CN112523656B - Three-dimensional movable intelligent window based on vanadium dioxide film coiled structure and preparation method thereof - Google Patents

Abstract

The invention belongs to the technical field of intelligent windows, and particularly relates to a three-dimensional movable intelligent window based on a vanadium dioxide film curling structure and a preparation method thereof. The intelligent window structure of the invention comprises: the device comprises a quartz glass substrate with a smooth surface, and a tubular structure array formed on the substrate and formed by curling a vanadium dioxide film; each tubular structure can work independently; the vanadium dioxide film has sunlight regulation and control capability before and after phase change. The intelligent light control mode of the intelligent window is as follows: the vanadium dioxide film curled at room temperature enables the curled area to be completely transparent to light through quartz, and light transmittance is improved; and at high temperature, the curvature of the curled vanadium dioxide structure is reduced due to strain change generated by phase change until the curled vanadium dioxide structure is completely flattened on the surface of the quartz and is attached to the substrate again to form a plane vanadium dioxide film. The invention can improve the light transmittance at room temperature and keep the infrared limiting capability at high temperature basically unchanged, thereby improving the sunlight modulation capability of the intelligent window.

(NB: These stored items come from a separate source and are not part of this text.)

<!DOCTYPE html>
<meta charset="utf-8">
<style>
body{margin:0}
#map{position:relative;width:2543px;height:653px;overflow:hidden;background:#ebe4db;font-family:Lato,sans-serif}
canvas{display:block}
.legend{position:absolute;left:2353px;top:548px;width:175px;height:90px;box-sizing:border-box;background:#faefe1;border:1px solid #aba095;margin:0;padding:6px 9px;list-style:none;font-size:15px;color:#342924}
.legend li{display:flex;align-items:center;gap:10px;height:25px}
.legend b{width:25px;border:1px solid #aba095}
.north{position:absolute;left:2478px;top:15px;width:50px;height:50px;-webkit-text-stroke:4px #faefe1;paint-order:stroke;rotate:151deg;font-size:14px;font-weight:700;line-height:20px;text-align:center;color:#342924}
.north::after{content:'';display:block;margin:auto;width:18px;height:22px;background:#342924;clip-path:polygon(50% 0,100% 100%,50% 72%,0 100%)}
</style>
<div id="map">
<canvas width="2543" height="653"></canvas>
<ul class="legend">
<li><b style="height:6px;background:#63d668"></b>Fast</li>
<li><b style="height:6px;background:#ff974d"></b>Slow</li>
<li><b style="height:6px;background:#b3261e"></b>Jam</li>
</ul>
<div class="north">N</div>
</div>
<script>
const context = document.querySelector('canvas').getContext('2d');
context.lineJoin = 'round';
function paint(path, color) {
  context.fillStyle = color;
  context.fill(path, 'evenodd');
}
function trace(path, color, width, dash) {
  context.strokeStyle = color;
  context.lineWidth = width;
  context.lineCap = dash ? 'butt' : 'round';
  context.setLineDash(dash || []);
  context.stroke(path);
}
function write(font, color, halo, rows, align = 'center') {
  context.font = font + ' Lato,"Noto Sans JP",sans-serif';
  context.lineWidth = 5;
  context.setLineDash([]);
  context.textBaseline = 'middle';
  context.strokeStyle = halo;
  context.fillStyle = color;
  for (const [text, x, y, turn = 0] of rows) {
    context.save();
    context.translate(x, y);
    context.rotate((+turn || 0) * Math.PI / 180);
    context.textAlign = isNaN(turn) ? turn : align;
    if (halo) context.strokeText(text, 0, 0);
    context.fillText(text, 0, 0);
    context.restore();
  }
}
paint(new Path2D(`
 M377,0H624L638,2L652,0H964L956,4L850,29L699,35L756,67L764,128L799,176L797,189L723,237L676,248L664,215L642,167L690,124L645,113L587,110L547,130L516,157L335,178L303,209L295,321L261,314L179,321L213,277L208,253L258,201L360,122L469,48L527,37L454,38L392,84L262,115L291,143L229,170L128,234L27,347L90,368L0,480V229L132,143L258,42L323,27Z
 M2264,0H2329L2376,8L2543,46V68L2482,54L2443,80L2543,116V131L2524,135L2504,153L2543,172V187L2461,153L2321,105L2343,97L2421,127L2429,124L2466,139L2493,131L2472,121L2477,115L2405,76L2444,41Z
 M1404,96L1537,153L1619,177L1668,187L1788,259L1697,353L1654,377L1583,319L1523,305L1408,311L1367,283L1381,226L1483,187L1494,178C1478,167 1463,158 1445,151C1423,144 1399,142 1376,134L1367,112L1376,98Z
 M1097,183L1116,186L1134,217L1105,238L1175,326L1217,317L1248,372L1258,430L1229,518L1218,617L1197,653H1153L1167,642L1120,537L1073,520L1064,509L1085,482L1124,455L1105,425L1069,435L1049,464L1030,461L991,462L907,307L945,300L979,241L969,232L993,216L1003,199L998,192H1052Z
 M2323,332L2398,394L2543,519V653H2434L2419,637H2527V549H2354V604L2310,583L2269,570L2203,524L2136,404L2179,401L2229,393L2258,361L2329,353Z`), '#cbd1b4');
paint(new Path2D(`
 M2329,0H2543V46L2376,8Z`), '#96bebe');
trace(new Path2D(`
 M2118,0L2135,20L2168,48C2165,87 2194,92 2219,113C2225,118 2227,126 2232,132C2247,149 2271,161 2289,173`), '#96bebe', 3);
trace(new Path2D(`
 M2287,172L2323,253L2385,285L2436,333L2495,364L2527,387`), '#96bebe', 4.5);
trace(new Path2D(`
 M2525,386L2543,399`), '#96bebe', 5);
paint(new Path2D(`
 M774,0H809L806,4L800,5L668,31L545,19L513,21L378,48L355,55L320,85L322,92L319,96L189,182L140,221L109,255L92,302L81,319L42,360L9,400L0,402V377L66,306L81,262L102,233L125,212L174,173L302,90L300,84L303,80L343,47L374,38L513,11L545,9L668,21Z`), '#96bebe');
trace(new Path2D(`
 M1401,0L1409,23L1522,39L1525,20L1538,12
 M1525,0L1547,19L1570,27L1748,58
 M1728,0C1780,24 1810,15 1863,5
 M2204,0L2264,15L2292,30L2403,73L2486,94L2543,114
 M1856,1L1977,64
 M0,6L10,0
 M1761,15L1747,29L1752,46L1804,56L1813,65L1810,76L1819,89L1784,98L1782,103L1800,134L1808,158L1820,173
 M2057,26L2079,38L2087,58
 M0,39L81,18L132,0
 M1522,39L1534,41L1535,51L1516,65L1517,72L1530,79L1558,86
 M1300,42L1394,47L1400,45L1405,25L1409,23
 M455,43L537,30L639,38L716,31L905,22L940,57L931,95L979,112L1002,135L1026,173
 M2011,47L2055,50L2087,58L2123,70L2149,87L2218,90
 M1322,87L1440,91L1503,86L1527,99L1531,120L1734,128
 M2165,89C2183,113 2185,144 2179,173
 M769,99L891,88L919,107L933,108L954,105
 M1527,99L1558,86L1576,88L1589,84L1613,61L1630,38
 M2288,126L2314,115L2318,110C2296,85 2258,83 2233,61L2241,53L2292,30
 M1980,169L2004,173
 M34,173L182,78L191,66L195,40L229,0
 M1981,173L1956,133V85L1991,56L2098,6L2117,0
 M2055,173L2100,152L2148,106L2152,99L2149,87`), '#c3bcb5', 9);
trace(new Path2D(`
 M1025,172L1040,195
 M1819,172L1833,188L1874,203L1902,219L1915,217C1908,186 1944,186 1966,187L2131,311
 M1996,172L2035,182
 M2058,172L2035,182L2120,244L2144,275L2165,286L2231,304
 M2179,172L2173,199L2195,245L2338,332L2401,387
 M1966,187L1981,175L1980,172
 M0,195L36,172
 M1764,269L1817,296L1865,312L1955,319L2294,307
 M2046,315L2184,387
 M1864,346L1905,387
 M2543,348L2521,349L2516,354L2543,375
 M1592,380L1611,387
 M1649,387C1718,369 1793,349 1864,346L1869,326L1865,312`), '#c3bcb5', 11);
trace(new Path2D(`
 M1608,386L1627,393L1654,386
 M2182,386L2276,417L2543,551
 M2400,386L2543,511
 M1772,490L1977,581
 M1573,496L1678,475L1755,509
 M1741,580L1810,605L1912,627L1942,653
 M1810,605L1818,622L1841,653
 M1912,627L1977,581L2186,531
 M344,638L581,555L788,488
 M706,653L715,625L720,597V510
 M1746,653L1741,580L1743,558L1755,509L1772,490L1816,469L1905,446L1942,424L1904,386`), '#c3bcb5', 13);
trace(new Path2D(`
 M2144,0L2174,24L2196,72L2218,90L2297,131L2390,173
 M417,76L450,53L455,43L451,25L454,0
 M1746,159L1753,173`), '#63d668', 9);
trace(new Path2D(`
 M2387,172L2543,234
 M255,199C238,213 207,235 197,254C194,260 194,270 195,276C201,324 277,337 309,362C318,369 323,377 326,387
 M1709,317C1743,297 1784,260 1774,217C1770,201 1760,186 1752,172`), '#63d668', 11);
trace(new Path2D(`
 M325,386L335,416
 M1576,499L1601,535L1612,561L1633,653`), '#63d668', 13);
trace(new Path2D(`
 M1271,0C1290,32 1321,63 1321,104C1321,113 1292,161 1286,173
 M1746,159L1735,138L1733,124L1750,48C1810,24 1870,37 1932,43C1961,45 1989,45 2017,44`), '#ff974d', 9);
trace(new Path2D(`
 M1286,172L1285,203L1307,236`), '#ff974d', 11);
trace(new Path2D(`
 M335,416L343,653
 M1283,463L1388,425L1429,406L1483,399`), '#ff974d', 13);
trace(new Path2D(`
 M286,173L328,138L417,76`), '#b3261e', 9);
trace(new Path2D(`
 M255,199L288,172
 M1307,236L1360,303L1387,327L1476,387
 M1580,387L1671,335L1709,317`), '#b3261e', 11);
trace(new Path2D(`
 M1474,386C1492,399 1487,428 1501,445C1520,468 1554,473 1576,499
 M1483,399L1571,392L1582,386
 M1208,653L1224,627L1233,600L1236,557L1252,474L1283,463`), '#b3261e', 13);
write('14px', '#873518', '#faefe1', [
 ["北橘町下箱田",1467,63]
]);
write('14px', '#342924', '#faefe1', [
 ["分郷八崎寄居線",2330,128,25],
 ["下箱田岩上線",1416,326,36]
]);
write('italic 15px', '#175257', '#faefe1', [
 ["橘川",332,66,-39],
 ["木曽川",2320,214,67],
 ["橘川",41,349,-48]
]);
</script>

The preparation method is simple, the cost is low, and the large-scale production can be realized.

Description

Three-dimensional movable intelligent window based on vanadium dioxide film coiled structure and preparation method thereof

Technical Field

The invention belongs to the technical field of intelligent windows, and particularly relates to a three-dimensional movable intelligent window based on a vanadium dioxide film curling structure and a preparation method thereof.

Background

With the increasing global warming trend and the increasing lack of resources, the sustainable and green development, the reduction of energy consumption and the efficient and reasonable utilization of resources become the focus of attention of various countries. According to data, nearly 30% of the current Chinese total energy consumption comes from the energy loss of the building, and in the total energy consumption of the building, the heat dissipation amount of the glass doors and windows accounts for 50% of the total energy consumption. To reduce the waste of energy, researchers have focused on the windows of buildings, modern skyscrapers, which wrap almost all of the surface of the building and take on the energy exchange (including thermal convection, thermal radiation) of the external environment every day. Therefore, the research of developing an intelligent window capable of automatically adjusting the energy absorption and blocking of radiation according to the conditions of illumination, temperature and the like of the external environment is a research hotspot with application prospect at present.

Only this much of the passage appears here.